**WORK ITEM:** Only the lines that hold the word "lists" are wanted from this listing.
*** EXCERPTED DATA Section Begins ***
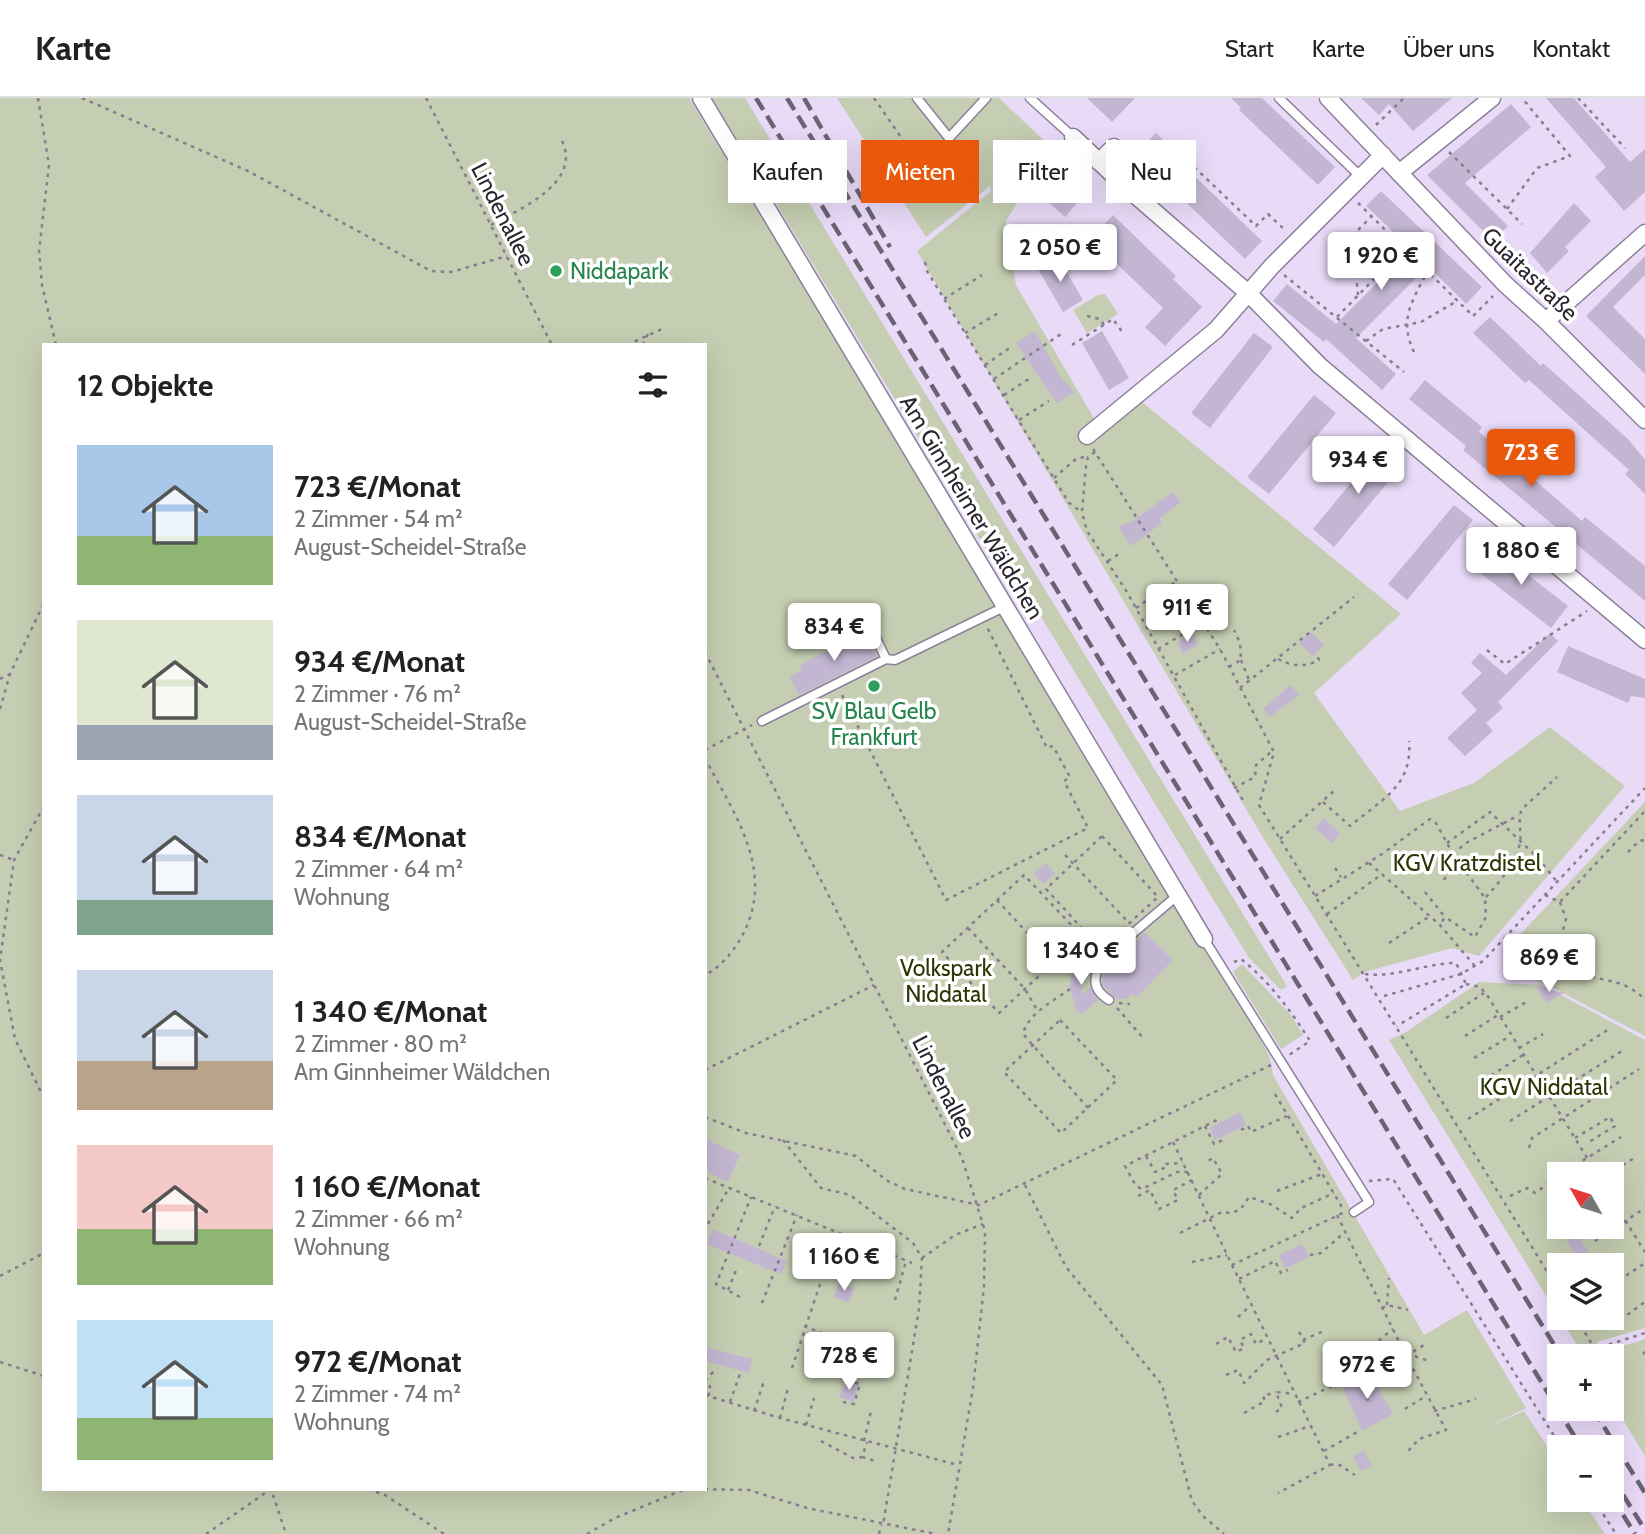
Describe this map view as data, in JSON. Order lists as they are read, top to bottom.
*** EXCERPTED DATA Section Ends ***
*** EXCERPTED DATA Section Begins ***
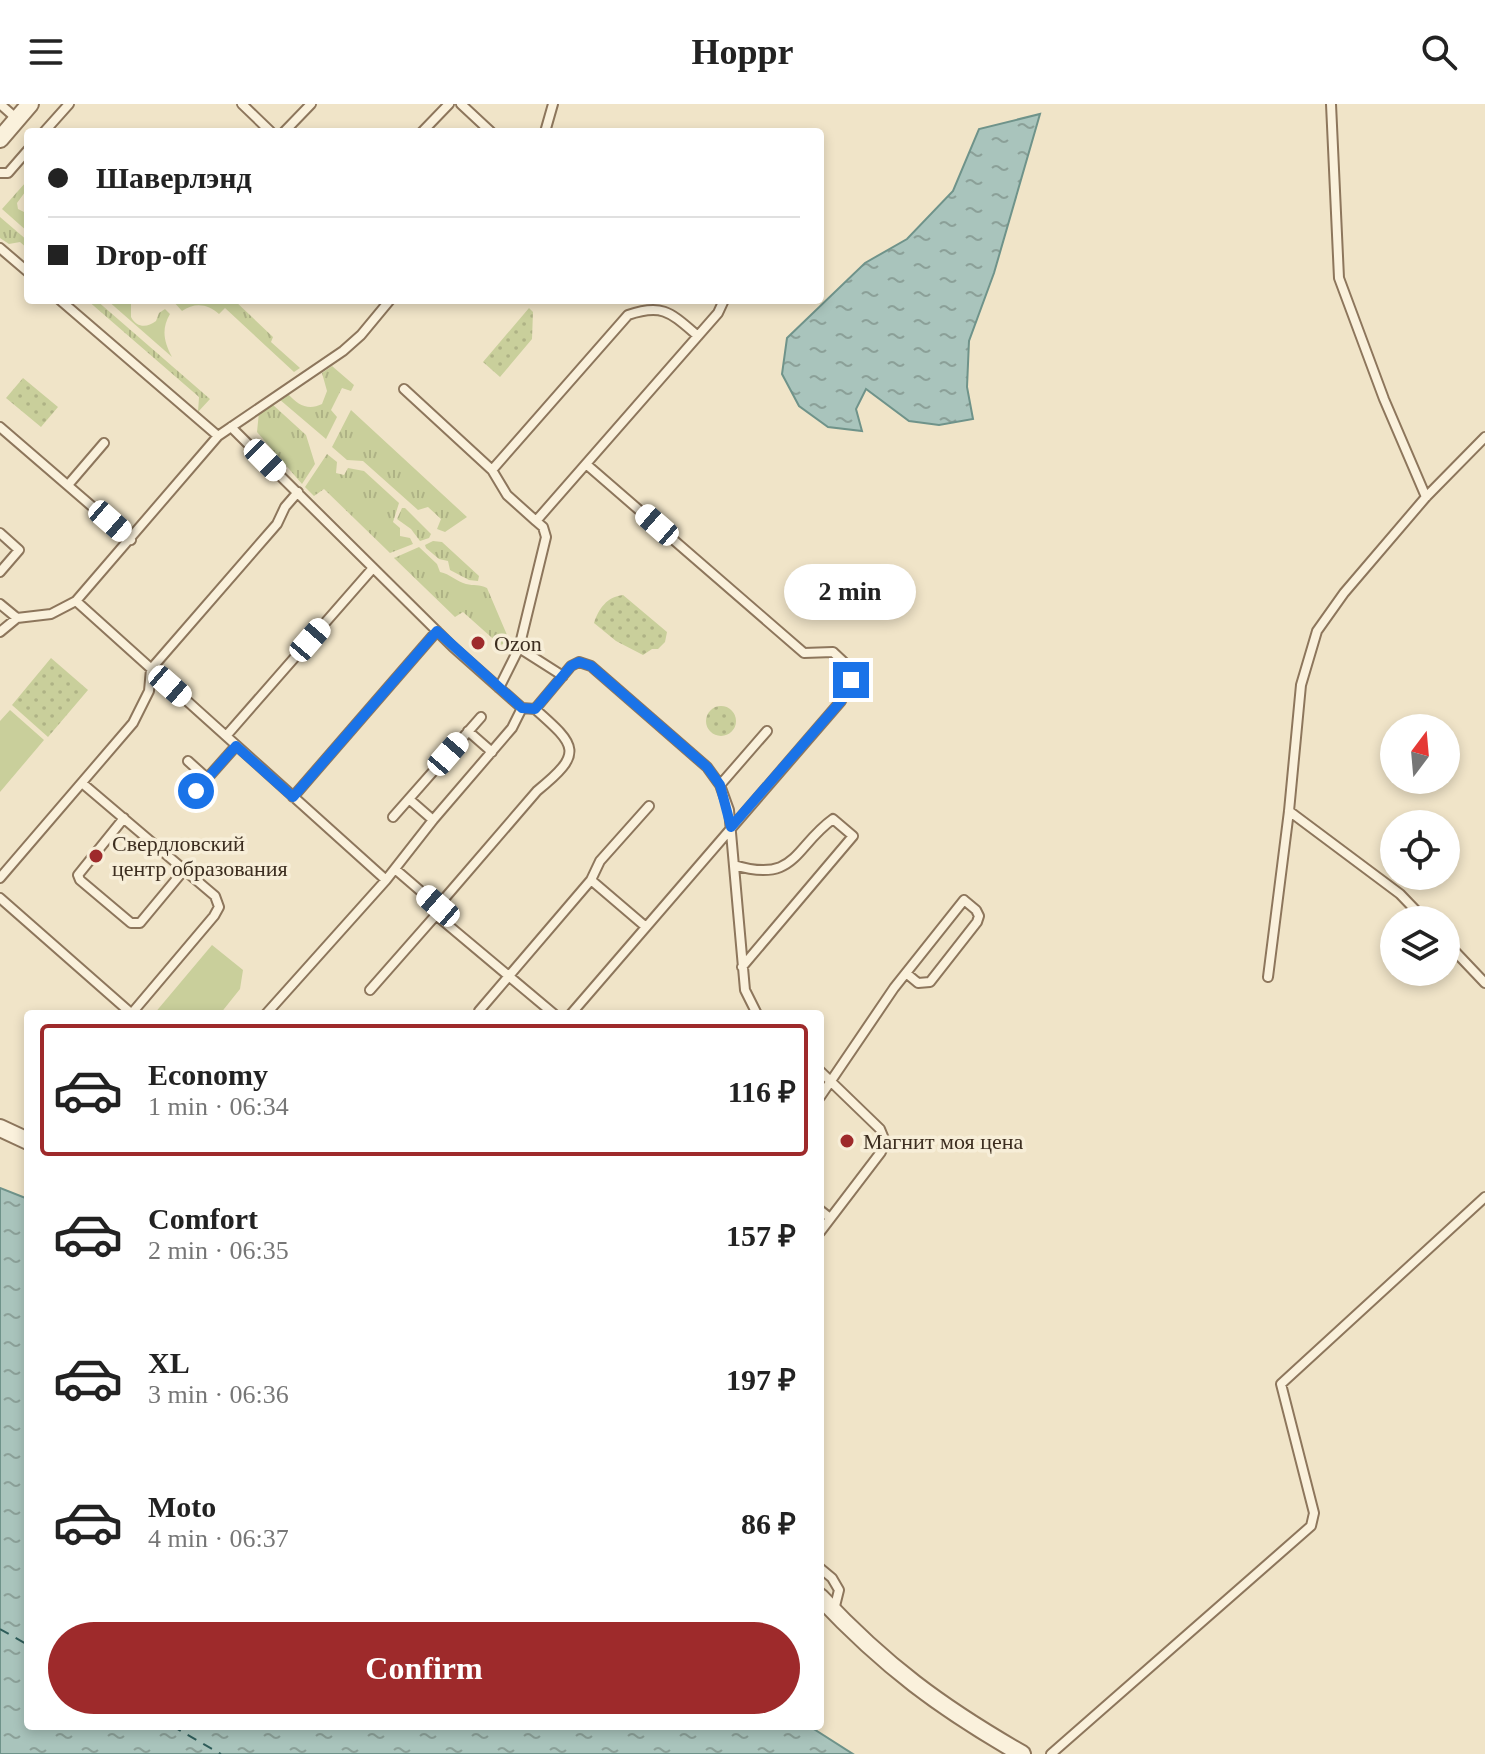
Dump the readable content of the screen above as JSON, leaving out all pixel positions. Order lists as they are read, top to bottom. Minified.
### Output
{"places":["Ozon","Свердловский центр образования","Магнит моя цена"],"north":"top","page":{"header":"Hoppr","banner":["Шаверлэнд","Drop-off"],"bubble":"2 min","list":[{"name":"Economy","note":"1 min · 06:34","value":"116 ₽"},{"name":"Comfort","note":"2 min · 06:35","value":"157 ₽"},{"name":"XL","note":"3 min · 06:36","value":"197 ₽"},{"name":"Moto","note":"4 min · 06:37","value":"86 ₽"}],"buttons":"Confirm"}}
*** EXCERPTED DATA Section Ends ***
**RESULT OF THIS EXERCISE:**
Describe this map view as data, in JSON. Order lists as they are read, top to bottom.
Dump the readable content of the screen above as JSON, leaving out all pixel positions. Order lists as they are read, top to bottom. Minified.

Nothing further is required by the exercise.